Mas é claro que ela não estava bem, sua mente a perturbava diariamente e não parecia que tão cedo essa culpa a deixaria viver em paz. Nem mesmo a presença de seu filho nos braços, claramente em segurança a fazia sentir-se melhor.

̶ Eu sei que tirando o Vincent, todos vocês ainda me veem como uma garotinha assustada e fraca... – Os olhos da menina pareciam decididos – Mas eu sou forte, muito mais do que qualquer um de vocês imaginam... – Ela respira fundo – Se você precisar falar com alguém, pode conversar comigo... Eu sou uma boa ouvinte e sei muito bem como é ficar chorando pelos cantos, tentando esconder de todo mundo que você não suporta mais a angústia dentro de você mesma...

Susie voltou a sorrir.

̶ Você não é fraca... Nenhum de nós que chegou até aqui é, e agora temos a chance de recomeçar... Vamos poder reconstruir nossas vidas! – Finalizou.

̶ Não é o que você pensa... Não de verdade. – Refutou Leah – Eu também pensava comigo mesma que poderia viver feliz finalmente em todas as vezes que o Tom encontrava um lugar novo para nós... Mas nunca deu certo... Eu nunca me senti feliz e acho que nunca mais vou saber o que é isso! – Ela fecha os olhos brevemente, parece tentar impedir que suas lágrimas contidas brotem – Eu só quero esquecer... Esquecer o que eu vivi antes disso tudo, esquecer quem eu era, as pessoas que eu amava... As pessoas que eu perdi... – Sua voz embarga – Eu sei que eu ainda sou nova, mas acho que já sou madura o suficiente para entender uma coisa... Nada dura para sempre! Vamos todos viver aqui como se estivéssemos brincando de boneca... Vocês vão trabalhar, eu vou estudar... Só que eu sei que tudo isso aqui também vai acabar! Assim como aconteceu com os meus pais, assim como aconteceu com o Mike e o Goodwin... – Leah se aproxima ainda mais de Susie – Eu sei que você tem pesadelos com eles, eu sei por que eu sonho com a morte dos meus pais todas as noites – As lágrimas agora escorrem livremente por sua face – Você sabe o que é isso?
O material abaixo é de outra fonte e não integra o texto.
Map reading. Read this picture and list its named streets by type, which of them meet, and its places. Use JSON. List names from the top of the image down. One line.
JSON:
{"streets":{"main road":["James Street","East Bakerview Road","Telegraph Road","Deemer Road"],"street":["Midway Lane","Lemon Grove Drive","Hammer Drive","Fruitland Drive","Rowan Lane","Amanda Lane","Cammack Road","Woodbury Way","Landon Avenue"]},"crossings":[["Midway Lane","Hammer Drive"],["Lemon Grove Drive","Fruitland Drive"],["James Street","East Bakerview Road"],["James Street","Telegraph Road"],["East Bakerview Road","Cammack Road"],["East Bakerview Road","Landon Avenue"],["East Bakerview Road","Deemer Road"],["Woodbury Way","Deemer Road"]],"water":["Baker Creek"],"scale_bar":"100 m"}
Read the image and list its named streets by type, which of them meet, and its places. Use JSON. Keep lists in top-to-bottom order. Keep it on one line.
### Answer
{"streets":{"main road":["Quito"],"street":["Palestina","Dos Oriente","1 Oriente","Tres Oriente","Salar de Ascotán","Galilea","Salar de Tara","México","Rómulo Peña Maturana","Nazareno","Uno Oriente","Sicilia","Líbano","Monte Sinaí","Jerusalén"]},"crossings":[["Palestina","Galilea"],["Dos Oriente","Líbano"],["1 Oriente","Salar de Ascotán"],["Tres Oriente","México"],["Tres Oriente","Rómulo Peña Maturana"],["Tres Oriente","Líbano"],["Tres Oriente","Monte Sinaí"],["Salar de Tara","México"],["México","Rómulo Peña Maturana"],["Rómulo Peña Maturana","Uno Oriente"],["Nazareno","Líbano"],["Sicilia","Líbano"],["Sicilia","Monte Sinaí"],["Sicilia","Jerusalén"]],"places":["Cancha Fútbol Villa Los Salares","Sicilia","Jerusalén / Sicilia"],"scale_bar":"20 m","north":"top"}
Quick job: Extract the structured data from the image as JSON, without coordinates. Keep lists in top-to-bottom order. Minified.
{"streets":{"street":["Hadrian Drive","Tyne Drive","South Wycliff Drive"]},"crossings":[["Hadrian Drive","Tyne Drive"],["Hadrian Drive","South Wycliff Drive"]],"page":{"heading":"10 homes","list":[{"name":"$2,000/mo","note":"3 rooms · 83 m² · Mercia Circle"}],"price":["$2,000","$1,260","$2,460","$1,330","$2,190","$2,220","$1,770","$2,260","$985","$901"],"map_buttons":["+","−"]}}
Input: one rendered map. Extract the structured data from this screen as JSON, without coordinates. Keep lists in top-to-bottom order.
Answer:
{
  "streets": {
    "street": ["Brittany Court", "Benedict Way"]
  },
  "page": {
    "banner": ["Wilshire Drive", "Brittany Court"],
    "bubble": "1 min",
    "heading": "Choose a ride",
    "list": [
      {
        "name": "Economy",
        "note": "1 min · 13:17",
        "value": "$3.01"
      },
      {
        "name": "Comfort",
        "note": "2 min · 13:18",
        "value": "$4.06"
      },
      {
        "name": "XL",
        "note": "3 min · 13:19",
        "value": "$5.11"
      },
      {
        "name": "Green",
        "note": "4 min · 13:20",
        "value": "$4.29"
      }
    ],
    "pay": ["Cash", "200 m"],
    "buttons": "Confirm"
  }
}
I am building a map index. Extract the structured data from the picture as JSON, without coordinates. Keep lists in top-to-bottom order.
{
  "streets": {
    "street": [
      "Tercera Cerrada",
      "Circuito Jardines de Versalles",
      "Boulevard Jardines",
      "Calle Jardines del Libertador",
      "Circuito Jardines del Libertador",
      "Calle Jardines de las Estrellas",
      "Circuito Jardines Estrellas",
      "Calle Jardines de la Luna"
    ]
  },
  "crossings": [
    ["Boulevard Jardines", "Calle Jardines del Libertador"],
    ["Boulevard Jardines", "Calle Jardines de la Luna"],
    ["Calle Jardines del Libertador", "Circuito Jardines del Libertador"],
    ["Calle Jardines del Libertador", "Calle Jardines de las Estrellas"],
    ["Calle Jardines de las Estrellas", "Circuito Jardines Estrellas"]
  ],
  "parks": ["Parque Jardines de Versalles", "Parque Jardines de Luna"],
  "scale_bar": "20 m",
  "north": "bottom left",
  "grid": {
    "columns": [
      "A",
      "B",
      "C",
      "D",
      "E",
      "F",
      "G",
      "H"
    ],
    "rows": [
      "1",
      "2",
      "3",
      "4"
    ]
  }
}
Reviver a morte das pessoas que você mais ama todas as noites? É por isso que eu quero esquecê-los, porque é muito mais doloroso lembrar... Sorte a sua que não viu o Goodwin morrer!

Susie não sabia o dizer e mal conseguia raciocinar. As palavras da menina de cabelos loiros foram como uma faca cravada no meio do seu peito, juntando-se a outros tantos ferimentos replicados naquela mesma área. O pior de tudo era que ela estava correta em todas as suas observações, por mais dolorosas e desalmadas que fossem. Tudo ali era uma mentira, os dois anos de sobrevivência se resumiram a mentiras. Eles mentiam para si mesmos todos os dias, tentando convencê-los de que tudo o que fizeram valeria a pena, todas as atrocidades foram por um bem maior. Será que vale tudo pela sobrevivência? Perder a humanidade para se manter vivo é mesmo uma escolha correta? Fazer o que fizeram os tornavam realmente diferentes daqueles cadáveres pustulentos? Tudo o que Susie queria agora, assim como a garota acabara de lhe sugerir, era esquecer. Só esquecendo ela poderia recomeçar.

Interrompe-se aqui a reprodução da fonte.